OPEC-member Venezuela is Russia's first firm ally in the Americas to be established after the Cold War and Moscow sees ties to Chavez as a riposte to U.S. influence close to its own borders in the Caucasus.
"...up until a few years ago we did many exercises with forces of the United States -- ships, frigates; our F16 planes flew in Europe, flew in the United States. Now we cannot do exercises with the United States, evidently. How can we do exercises with the United States if they are coming to attack us openly, militarily, politically, economically, etc?," Chavez told Monday's news conference.
He said the naval exercises were not meant to anger Washington, which is his main oil client and a frequent target of his fiery speeches. However, Chavez welcomes Russia in his bid to lessen U.S. dominance in global politics and trade.
The U.S. government has dismissed the importance of Medvedev's trip to Venezuela and derided the Russian navy visit by wondering if the ships were "accompanied by tugboats".
Chavez praised Obama's future and praised him for not attending last weekend's G20 summit in Washington.
"I hope that they are not going to 'kill' Obama, that infernal machinery, because Obama, Obama is just someone who has generated hope in the world. To me it seems good that he did not go to that summit of Bush, the summit of the G20. I wouldn't have gone either, but instead (Obama) dedicated himself to solving the problem or the great problems that Bush is leaving him at the internal level," said Chavez.
The Venezueland president then addressed an issue many people have been wondering about: possibly running for re-election in 2012.
He said his political party could seek to change the law so he can run again, but added that he would not personally promote such a reform. Still, he said, his party could do it during 2009.

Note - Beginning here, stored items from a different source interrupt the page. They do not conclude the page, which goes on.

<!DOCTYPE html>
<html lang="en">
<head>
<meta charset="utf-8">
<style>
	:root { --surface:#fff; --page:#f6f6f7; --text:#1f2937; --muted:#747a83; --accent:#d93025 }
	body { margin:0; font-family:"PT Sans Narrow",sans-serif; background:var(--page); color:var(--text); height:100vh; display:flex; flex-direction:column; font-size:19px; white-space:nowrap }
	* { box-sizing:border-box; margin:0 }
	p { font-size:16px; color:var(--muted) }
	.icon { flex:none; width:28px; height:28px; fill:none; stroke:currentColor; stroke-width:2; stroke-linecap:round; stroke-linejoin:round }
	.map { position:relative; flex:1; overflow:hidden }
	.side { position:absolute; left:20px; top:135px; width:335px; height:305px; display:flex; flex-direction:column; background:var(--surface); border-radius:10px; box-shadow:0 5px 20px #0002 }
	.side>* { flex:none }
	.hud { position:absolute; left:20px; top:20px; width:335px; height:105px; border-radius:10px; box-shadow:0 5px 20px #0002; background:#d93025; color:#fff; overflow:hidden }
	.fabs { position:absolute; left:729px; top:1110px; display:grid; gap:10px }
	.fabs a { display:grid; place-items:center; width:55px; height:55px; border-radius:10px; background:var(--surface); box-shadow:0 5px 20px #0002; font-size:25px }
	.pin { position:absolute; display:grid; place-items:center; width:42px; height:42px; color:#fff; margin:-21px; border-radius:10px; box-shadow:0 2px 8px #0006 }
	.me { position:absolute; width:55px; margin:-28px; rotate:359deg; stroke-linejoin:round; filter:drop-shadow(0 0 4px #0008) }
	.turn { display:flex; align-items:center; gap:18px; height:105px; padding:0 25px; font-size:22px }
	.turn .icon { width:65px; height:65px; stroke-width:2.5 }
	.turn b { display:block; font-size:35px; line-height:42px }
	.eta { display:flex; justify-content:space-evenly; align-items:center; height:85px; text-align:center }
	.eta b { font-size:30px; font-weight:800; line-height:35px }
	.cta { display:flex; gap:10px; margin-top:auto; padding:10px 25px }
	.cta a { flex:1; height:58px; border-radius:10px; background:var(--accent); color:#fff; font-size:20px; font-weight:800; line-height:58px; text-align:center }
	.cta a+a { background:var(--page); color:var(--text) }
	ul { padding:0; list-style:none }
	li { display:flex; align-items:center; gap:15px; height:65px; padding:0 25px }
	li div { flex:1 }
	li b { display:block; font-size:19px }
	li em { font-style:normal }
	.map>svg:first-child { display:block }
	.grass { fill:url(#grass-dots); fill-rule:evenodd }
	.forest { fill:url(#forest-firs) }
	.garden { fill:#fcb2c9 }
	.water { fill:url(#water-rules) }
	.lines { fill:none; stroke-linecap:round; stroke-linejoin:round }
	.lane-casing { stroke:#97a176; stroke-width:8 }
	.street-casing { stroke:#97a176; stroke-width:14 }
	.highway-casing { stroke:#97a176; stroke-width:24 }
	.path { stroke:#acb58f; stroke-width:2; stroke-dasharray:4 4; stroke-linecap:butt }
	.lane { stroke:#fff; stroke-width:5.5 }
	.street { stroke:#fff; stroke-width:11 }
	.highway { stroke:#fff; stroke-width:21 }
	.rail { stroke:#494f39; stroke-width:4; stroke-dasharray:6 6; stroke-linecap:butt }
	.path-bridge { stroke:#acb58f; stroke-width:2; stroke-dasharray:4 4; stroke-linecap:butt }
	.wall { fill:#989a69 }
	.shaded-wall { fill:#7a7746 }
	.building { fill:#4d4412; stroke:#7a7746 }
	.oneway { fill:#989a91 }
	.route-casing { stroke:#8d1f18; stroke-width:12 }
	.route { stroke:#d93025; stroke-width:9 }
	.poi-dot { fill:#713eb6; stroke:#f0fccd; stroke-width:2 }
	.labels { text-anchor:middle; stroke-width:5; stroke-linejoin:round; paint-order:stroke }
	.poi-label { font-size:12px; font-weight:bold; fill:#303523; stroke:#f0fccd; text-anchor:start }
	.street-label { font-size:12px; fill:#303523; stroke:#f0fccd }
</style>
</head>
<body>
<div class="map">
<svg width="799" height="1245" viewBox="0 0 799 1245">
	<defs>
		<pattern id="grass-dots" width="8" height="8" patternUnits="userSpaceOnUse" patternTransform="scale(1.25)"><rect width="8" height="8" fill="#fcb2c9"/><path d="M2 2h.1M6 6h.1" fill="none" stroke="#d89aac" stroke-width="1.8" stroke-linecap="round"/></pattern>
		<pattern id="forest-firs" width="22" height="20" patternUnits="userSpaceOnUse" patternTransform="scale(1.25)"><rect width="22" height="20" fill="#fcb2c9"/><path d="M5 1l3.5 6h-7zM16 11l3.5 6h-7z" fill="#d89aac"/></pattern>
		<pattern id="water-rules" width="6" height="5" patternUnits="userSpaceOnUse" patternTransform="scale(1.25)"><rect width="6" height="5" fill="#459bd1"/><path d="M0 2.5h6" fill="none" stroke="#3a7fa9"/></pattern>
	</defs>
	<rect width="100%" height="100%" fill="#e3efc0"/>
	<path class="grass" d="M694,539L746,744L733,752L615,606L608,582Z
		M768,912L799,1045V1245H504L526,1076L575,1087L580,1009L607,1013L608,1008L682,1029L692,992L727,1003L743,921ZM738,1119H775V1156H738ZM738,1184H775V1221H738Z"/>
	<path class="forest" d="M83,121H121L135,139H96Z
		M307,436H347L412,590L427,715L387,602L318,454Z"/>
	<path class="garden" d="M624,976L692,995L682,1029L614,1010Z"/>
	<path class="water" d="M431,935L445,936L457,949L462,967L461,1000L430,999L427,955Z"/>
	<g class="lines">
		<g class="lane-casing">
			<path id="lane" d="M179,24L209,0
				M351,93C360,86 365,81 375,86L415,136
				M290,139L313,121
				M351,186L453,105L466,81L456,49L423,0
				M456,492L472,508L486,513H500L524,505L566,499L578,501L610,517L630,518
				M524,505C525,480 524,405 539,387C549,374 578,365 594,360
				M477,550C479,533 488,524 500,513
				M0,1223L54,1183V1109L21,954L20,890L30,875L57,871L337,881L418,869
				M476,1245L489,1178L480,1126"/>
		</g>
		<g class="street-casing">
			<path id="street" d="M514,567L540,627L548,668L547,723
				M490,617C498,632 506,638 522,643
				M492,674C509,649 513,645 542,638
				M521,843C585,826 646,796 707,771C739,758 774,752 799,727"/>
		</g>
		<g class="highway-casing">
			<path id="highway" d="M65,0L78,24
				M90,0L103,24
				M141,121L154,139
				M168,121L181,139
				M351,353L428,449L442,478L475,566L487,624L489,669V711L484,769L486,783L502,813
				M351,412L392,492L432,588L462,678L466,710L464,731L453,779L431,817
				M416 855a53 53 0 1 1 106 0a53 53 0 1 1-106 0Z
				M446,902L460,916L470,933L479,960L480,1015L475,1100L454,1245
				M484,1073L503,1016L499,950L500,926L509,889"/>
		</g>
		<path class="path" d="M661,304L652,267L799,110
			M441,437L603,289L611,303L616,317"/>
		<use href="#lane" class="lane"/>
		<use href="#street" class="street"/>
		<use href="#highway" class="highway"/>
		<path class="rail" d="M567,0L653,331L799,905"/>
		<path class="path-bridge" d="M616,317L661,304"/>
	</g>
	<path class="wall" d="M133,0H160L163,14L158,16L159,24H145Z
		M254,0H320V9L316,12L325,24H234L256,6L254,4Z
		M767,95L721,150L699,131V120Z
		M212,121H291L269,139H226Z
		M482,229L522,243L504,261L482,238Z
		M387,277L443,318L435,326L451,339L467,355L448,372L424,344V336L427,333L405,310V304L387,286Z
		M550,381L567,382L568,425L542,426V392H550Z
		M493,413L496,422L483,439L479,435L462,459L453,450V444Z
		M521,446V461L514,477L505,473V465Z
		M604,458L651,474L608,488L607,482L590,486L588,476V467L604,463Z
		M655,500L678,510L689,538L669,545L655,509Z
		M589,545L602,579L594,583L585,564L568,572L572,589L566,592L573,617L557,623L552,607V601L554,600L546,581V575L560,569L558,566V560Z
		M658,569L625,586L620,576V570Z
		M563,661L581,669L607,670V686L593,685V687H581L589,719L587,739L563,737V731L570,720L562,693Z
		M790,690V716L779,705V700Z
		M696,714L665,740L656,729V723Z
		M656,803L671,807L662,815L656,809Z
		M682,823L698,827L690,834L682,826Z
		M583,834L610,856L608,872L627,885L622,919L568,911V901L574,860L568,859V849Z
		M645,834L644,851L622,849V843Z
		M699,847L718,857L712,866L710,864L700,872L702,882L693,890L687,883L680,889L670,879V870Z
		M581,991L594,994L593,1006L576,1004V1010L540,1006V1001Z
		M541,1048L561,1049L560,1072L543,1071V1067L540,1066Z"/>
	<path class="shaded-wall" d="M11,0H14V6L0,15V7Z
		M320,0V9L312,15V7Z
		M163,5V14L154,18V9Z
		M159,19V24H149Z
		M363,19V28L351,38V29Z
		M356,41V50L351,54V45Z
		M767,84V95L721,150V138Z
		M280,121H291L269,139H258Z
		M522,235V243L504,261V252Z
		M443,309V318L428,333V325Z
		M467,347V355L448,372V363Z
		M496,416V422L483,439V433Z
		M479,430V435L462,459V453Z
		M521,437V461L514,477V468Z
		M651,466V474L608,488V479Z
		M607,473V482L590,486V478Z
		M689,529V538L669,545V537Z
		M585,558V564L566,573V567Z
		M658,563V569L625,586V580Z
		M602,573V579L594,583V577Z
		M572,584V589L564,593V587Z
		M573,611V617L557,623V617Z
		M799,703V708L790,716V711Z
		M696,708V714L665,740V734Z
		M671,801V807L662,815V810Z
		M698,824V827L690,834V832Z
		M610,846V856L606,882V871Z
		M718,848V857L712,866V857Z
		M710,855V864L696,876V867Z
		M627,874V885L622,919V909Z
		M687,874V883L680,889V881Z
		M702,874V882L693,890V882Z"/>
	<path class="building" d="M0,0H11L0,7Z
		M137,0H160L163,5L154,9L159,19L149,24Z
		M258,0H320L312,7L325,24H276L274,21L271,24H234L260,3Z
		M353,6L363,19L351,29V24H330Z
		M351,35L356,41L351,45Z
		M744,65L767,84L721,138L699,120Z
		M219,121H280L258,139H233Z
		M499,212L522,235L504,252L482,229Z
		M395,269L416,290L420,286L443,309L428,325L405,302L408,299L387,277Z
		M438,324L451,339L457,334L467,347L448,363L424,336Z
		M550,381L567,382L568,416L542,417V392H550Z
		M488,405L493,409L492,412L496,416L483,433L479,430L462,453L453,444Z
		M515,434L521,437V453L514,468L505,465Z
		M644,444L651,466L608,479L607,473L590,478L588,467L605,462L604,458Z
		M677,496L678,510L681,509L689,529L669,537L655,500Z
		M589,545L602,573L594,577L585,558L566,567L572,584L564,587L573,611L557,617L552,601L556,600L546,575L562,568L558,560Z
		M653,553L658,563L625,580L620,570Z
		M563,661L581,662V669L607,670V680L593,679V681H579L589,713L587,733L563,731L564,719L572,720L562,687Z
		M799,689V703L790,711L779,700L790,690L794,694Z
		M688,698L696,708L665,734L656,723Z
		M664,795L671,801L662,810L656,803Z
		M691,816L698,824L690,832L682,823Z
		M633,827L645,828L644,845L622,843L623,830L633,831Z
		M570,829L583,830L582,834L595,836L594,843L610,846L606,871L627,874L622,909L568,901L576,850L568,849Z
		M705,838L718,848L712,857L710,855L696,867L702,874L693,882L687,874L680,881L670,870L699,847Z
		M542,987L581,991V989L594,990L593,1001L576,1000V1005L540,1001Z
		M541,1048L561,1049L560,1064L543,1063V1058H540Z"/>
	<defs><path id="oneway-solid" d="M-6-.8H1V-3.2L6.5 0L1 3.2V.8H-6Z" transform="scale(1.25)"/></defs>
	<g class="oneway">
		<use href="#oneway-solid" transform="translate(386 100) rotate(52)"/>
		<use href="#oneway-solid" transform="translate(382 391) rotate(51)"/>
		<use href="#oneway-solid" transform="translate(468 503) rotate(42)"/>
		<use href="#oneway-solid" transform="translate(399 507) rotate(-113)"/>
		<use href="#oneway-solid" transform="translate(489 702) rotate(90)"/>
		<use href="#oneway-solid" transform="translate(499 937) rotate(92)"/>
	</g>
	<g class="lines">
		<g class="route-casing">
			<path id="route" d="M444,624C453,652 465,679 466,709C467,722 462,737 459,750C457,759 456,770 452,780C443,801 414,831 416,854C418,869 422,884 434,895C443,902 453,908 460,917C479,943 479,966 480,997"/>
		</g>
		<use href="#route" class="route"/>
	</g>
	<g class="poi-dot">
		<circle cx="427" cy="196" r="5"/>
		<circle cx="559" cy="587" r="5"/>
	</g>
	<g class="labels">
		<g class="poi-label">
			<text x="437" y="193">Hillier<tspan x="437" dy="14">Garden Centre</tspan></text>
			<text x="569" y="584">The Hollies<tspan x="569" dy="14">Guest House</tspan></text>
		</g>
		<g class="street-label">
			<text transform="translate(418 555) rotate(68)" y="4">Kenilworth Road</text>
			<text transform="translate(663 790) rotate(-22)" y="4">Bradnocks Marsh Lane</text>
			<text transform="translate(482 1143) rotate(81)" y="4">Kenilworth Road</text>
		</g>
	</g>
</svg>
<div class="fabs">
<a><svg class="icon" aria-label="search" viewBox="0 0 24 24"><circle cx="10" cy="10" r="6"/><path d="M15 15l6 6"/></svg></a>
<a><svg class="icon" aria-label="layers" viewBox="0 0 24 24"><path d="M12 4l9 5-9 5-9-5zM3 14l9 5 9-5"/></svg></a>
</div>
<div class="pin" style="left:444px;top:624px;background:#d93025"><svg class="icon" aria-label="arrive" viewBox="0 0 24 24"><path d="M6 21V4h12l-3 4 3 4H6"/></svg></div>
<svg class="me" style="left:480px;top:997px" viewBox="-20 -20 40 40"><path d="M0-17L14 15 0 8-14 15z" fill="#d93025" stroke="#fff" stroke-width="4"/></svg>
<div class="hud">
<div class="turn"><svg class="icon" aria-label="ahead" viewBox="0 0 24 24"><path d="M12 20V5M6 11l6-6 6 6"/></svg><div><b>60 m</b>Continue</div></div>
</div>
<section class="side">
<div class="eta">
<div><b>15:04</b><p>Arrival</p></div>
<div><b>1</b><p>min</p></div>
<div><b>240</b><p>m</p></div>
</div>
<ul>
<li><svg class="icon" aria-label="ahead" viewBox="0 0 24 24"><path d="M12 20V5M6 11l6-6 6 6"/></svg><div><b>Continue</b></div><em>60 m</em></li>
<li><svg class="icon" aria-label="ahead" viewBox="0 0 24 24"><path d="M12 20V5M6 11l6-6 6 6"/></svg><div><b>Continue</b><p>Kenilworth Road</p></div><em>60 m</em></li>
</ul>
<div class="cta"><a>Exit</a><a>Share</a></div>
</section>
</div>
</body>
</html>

"Regarding the point you refer to about (Venezuelan) presidential re-election. I am not going to do it (propose it). What I cannot avoid is someone else doing it. I have said it to the people and they said to me 'four years of government'. Now the people have, according to this constitution, the right to ask the people, or sectors of the people, about constitutional reform," Chavez said.
Finally, he talked about the mixed bag of Venezuelan state election results from this weekend's vote. The multi-party opposition eroded Chavez's dominance of regional politics, winning six top posts that govern almost half of the population, although his Socialist Party took 17 state races -- a clear majority.
The governing party's mayor of Caracas lost to opposition opponent Antonio Ledezma. Chavez hoped the new mayor would still be able to work with those of the governing party, such as Jorge Rodriguez of Caracas's Liberatador municipality.
"But I hope the mayor (Ledezma) comes to coordinate with the mayors that work with Jorge Rodriguez, our mayor, with honesty, transparency and I am willing to support him. It is a responsibility," said Chavez.
Losing some political control will weigh on Chavez, especially as the world's economic turmoil has dragged the price of oil sharply lower, hurting his ability to finance popular welfare programmes.